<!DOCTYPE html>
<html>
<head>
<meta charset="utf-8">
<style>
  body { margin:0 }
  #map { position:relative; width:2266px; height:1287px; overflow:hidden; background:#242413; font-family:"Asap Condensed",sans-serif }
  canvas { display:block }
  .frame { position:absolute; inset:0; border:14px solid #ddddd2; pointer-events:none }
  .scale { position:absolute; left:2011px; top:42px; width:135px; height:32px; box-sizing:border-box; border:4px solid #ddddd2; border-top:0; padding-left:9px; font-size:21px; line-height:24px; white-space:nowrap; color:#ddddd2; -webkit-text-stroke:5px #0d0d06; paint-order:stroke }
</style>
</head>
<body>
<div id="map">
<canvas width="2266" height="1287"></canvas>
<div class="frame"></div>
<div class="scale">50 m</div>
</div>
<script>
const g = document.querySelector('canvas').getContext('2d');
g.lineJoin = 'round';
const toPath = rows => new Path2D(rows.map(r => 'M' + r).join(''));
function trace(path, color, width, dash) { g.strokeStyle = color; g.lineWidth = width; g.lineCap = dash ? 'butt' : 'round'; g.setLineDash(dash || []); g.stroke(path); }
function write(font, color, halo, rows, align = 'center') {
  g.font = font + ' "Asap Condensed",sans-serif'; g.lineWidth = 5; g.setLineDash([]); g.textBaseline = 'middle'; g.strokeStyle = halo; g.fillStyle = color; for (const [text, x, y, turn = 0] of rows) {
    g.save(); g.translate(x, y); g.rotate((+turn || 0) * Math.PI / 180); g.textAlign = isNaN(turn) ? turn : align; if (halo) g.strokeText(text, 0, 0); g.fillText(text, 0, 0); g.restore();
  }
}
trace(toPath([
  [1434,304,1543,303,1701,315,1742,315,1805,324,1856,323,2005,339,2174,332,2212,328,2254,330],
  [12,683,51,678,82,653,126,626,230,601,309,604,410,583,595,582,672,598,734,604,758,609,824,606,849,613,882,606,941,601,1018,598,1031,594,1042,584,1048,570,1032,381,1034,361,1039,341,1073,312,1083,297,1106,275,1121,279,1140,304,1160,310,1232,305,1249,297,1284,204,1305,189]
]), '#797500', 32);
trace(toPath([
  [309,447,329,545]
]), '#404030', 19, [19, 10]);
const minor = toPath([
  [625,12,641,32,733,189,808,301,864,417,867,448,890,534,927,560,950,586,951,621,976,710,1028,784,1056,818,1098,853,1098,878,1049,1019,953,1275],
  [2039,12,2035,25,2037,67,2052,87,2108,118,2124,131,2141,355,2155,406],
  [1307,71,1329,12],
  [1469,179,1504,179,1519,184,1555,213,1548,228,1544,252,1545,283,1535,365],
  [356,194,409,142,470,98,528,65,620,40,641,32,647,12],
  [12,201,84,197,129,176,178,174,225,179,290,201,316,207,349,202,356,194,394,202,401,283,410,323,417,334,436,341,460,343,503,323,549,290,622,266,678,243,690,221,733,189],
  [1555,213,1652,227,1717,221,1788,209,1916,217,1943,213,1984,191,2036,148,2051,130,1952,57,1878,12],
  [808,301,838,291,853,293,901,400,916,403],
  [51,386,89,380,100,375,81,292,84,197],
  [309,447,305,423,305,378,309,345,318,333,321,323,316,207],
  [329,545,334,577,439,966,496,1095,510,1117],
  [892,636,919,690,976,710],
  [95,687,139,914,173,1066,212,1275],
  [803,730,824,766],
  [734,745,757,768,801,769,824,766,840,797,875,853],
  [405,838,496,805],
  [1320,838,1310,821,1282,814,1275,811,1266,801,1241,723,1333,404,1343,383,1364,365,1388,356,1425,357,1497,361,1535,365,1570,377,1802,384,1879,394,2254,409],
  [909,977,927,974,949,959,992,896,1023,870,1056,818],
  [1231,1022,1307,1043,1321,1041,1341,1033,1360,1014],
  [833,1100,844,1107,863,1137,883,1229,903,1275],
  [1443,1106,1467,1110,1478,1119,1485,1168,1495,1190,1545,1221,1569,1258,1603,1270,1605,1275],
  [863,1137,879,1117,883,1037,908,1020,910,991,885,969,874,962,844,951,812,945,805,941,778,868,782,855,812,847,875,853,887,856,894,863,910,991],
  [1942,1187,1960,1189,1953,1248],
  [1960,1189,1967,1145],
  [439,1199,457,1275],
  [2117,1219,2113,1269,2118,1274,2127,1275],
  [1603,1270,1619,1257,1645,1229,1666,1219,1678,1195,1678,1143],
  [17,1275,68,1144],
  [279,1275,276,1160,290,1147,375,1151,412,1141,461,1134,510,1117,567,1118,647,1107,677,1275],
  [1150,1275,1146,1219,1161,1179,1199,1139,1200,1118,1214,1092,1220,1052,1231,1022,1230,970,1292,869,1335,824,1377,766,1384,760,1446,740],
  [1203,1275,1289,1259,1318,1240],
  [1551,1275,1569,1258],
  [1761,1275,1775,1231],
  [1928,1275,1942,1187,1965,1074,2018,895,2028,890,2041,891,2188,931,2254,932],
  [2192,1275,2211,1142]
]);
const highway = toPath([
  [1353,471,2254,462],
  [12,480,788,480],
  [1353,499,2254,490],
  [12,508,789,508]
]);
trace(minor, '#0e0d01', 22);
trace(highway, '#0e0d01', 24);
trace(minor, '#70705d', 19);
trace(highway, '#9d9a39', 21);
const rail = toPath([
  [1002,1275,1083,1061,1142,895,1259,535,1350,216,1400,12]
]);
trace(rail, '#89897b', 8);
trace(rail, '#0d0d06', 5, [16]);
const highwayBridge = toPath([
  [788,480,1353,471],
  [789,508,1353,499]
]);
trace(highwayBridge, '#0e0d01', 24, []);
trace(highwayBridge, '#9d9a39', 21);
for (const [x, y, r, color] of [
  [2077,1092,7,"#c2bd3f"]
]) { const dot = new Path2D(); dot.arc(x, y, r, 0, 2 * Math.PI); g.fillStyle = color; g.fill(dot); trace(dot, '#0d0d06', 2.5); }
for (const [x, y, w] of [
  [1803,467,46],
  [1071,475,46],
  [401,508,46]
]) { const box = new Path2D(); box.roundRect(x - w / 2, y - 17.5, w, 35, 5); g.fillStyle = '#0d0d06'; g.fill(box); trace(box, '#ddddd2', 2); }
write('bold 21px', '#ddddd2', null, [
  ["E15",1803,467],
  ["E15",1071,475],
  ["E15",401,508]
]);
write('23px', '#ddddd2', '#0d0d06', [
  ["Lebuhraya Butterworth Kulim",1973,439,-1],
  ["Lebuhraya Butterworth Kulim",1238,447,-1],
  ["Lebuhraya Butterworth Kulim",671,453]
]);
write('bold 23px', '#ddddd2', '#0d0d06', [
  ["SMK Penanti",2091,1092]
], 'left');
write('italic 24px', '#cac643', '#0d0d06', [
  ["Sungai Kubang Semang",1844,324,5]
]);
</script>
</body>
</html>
_____
What is expected: What lines in the listing above hold the string "turn"? List them.

Result:
  g.font = font + ' "Asap Condensed",sans-serif'; g.lineWidth = 5; g.setLineDash([]); g.textBaseline = 'middle'; g.strokeStyle = halo; g.fillStyle = color; for (const [text, x, y, turn = 0] of rows) {
    g.save(); g.translate(x, y); g.rotate((+turn || 0) * Math.PI / 180); g.textAlign = isNaN(turn) ? turn : align; if (halo) g.strokeText(text, 0, 0); g.fillText(text, 0, 0); g.restore();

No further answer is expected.